Aan de Voorzitter van de Tweede Kamer der Staten-Generaal
Den Haag, 7 november 2018
Het Rijksinstituut voor Volksgezondheid en Milieu (RIVM) heeft op mijn verzoek het
«Referentiekader spreiding en beschikbaarheid ambulancezorg» (hierna: referentiekader)
uit 2017 geactualiseerd (zie bijlage 11) op basis van productiecijfers van de ambulancezorg over het jaar 2017. Dit referentiekader
berekent het minimum aantal ambulances per regio waarmee de ambulancezorg in Nederland
kan worden uitgevoerd. Dit gebeurt op basis van een aantal randvoorwaarden, zoals
de tijd na een melding waarbinnen een ambulance ter plaatse moet zijn en de spreiding
van de standplaatsen over het land. Het referentiekader is een hulpmiddel bij de jaarlijkse
afspraken tussen regionale ambulancevoorzieningen en zorgverzekeraars in het kader
van de zorginkoop. Het staat deze partijen vrij om, indien zij daar aanleiding toe
zien, binnen regio’s voor een andere standplaatsindeling en aantallen ambulances te
kiezen.
Omdat het referentiekader 2018 gebaseerd is op de productiecijfers van de ambulancezorg
over het jaar 2017 zijn recente ontwikkelingen, zoals het faillissement van het MC
Slotervaart en de IJsselmeerziekenhuizen hierin niet meegenomen. Een eventuele toename
van het aantal ritten als gevolg van deze ontwikkelingen zal worden verwerkt in het
referentiekader 2019. Om de ambulancezorg in de tussentijd te waarborgen, zijn hierover
aanvullende afspraken gemaakt tussen de regionale ambulancevoorzieningen en de verzekeraars.
Resultaten referentiekader 2018
In 2017 zijn er op werkdagen overdag (8–16 uur) 614 ambulances nodig. Dit zijn er
vijf meer dan in het referentiekader 2017. Op werkdagen in de avonduren (16–24 uur)
zijn er drie ambulances meer nodig. In het weekend, op zaterdagen overdag en in de
nacht van zaterdag op zondag zijn twee ambulances minder nodig. Op andere uren van
de weekenddagen varieert het aantal extra benodigde ambulances tussen nul en één.
De stijging op landelijk niveau van vijf ambulances was minder groot dan in 2016.
Toen waren er nog tien ambulances meer nodig ten opzichte van het voorgaande jaar.
De afnemende stijging heeft te maken met de relatief lichte groei van het aantal ingezette
ambulances in 2017. Het aantal spoedeisende inzetten steeg in 2017 met 0,3% ten opzichte
van 2016, het aantal inzetten in de planbare ambulancezorg daalde met 0,8%.

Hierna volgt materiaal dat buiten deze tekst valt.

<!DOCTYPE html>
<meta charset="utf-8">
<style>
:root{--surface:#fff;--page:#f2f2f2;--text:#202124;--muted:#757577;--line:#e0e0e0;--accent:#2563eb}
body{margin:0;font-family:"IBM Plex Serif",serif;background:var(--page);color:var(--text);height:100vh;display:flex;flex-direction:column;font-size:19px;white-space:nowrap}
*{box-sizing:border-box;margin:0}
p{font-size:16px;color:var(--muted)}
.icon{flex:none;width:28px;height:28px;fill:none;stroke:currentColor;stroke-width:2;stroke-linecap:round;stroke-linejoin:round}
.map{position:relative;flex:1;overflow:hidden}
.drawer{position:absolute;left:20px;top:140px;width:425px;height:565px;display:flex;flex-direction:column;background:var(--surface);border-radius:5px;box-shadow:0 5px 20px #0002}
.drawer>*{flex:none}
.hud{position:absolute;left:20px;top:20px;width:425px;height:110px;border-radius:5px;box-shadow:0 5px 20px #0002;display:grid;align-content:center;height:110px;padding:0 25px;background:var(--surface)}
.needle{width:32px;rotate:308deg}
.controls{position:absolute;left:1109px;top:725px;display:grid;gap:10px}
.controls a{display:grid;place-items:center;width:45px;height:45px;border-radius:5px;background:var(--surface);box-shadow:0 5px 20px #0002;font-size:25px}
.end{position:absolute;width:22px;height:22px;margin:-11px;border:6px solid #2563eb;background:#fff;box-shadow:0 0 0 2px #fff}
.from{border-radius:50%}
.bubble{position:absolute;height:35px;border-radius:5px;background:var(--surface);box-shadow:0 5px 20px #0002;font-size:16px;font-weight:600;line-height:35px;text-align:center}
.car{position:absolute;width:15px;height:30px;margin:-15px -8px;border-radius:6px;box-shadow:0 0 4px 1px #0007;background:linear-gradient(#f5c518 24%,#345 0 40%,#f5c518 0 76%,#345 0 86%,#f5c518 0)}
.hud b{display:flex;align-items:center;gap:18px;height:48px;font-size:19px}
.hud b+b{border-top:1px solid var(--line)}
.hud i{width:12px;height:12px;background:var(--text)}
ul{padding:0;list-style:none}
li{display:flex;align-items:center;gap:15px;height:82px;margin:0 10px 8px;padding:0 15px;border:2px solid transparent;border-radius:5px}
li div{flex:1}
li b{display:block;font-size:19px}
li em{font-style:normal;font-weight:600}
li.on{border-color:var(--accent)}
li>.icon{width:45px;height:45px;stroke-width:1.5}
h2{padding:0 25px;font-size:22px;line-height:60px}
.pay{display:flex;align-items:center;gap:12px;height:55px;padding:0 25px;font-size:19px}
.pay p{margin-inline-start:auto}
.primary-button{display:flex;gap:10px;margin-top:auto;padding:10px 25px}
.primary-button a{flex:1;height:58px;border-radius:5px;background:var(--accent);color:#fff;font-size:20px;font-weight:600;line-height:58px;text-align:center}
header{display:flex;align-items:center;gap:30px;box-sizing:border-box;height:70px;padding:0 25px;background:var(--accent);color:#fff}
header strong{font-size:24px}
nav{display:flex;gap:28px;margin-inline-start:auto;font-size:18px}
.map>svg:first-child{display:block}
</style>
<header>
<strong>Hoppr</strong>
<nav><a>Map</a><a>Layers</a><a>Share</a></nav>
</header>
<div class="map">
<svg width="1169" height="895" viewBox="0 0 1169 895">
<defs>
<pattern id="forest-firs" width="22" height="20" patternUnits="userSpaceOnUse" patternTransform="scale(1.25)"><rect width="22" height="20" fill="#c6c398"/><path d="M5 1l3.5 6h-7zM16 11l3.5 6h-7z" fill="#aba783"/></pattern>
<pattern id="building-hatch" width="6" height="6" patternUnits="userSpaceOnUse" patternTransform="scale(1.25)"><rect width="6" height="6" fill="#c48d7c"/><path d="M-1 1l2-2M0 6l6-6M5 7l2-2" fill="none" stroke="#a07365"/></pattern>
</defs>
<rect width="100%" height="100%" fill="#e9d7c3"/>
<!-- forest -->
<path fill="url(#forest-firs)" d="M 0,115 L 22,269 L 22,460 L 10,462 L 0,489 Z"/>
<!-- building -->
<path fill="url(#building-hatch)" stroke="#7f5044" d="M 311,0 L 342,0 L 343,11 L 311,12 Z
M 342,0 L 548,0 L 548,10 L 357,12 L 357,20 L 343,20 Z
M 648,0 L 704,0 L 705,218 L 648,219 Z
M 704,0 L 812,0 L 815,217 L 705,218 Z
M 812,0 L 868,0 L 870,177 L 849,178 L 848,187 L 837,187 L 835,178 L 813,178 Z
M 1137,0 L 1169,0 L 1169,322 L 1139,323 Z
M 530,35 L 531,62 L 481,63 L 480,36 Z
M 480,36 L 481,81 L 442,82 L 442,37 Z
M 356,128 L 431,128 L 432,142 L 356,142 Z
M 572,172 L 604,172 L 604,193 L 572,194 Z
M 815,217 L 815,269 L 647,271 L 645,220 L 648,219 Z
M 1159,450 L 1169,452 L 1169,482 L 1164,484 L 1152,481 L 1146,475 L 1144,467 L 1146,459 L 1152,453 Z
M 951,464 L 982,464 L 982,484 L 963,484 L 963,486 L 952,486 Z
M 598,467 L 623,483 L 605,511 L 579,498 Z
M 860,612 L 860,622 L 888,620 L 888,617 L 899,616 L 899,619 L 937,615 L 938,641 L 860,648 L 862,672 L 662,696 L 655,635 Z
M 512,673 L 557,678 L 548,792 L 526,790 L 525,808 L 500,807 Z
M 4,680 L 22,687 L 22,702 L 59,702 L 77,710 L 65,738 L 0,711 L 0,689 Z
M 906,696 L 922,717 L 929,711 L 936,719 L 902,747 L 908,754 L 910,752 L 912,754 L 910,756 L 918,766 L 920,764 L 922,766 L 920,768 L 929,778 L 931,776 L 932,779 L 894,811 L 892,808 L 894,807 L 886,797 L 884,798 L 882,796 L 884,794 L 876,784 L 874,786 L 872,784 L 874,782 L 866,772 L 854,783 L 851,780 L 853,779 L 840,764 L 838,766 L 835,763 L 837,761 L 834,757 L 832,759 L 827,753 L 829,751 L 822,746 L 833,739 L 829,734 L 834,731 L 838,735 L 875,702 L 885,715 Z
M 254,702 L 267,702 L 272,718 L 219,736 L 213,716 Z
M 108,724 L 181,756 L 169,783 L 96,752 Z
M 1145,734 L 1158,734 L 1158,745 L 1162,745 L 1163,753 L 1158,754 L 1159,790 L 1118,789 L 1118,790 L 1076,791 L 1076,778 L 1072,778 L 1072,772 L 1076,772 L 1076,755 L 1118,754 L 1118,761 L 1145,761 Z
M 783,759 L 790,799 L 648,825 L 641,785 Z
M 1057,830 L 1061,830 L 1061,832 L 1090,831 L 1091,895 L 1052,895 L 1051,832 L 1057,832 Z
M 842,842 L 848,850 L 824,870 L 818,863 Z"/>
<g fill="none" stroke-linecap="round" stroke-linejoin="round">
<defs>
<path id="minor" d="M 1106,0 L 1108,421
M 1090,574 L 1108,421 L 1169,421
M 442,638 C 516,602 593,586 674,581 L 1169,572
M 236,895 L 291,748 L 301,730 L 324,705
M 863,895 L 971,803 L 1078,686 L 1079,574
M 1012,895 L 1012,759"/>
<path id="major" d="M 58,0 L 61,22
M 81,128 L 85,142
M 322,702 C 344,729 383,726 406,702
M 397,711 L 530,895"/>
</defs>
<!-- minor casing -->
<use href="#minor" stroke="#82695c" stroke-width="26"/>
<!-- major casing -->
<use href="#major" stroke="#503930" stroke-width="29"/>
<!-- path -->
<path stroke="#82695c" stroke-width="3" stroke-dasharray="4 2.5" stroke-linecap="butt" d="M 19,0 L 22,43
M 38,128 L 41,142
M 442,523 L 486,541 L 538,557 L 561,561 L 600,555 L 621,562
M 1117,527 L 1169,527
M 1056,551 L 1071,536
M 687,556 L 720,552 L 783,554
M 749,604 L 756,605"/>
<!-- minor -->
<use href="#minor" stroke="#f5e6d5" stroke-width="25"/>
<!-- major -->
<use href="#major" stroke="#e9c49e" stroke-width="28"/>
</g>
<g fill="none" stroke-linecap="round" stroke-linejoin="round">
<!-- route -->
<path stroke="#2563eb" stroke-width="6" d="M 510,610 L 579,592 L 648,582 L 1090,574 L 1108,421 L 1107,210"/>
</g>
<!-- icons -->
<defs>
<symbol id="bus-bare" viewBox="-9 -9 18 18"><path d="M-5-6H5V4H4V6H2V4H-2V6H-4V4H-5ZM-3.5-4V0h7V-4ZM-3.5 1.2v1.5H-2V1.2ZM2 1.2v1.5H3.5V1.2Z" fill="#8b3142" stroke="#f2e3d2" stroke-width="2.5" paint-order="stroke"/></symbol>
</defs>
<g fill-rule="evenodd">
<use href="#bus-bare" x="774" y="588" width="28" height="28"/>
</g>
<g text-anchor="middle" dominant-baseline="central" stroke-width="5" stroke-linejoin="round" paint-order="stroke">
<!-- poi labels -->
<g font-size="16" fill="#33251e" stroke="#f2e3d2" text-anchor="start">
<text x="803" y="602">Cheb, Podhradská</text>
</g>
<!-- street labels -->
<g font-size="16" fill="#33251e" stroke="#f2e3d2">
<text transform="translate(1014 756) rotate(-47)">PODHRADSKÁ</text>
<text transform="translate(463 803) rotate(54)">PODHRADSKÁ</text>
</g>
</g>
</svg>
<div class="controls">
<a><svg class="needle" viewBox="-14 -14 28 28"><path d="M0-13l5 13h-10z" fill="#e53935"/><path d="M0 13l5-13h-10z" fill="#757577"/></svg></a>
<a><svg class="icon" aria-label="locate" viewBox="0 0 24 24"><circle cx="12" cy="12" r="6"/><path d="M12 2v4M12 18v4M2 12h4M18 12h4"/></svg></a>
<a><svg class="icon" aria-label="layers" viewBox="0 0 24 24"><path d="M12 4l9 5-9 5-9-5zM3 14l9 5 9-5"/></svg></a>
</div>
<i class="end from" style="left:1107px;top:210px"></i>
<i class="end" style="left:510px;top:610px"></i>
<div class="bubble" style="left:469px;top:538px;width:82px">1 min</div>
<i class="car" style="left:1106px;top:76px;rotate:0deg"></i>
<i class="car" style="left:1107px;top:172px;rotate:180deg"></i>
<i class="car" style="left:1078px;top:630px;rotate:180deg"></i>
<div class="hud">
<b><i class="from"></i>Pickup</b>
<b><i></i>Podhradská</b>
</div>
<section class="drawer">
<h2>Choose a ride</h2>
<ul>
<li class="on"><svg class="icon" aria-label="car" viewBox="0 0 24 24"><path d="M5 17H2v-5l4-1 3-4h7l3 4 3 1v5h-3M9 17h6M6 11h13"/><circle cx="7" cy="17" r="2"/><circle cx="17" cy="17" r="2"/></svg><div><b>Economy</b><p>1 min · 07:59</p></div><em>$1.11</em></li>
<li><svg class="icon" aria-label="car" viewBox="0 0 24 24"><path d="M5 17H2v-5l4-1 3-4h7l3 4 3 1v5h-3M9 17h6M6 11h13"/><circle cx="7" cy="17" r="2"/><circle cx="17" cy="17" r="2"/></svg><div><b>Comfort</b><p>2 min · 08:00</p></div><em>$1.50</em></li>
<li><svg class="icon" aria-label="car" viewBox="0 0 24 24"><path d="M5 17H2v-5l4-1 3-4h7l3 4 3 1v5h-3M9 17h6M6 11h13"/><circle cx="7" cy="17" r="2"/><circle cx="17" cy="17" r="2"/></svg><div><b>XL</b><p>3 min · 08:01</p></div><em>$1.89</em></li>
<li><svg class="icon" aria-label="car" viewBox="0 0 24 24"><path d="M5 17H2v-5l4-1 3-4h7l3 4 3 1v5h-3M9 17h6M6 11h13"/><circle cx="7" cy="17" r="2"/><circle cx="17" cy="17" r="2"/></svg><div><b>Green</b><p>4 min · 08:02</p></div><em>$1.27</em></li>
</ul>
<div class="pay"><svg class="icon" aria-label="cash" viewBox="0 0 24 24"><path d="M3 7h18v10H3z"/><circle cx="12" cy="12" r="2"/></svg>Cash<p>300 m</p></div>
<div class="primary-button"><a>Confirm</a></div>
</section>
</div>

Ik stuur het referentiekader 2018 door aan de Nederlandse Zorgautoriteit (NZa) met
het verzoek dit in de budgetten voor de regionale ambulancevoorzieningen, die conform
de beleidsregel Regionale Ambulancevoorziening worden vastgesteld, door te rekenen.
De aanbevelingen die het RIVM heeft gedaan, zullen in het reguliere overleg met Ambulancezorg
Nederland (AZN) en Zorgverzekeraars Nederland (ZN) worden besproken.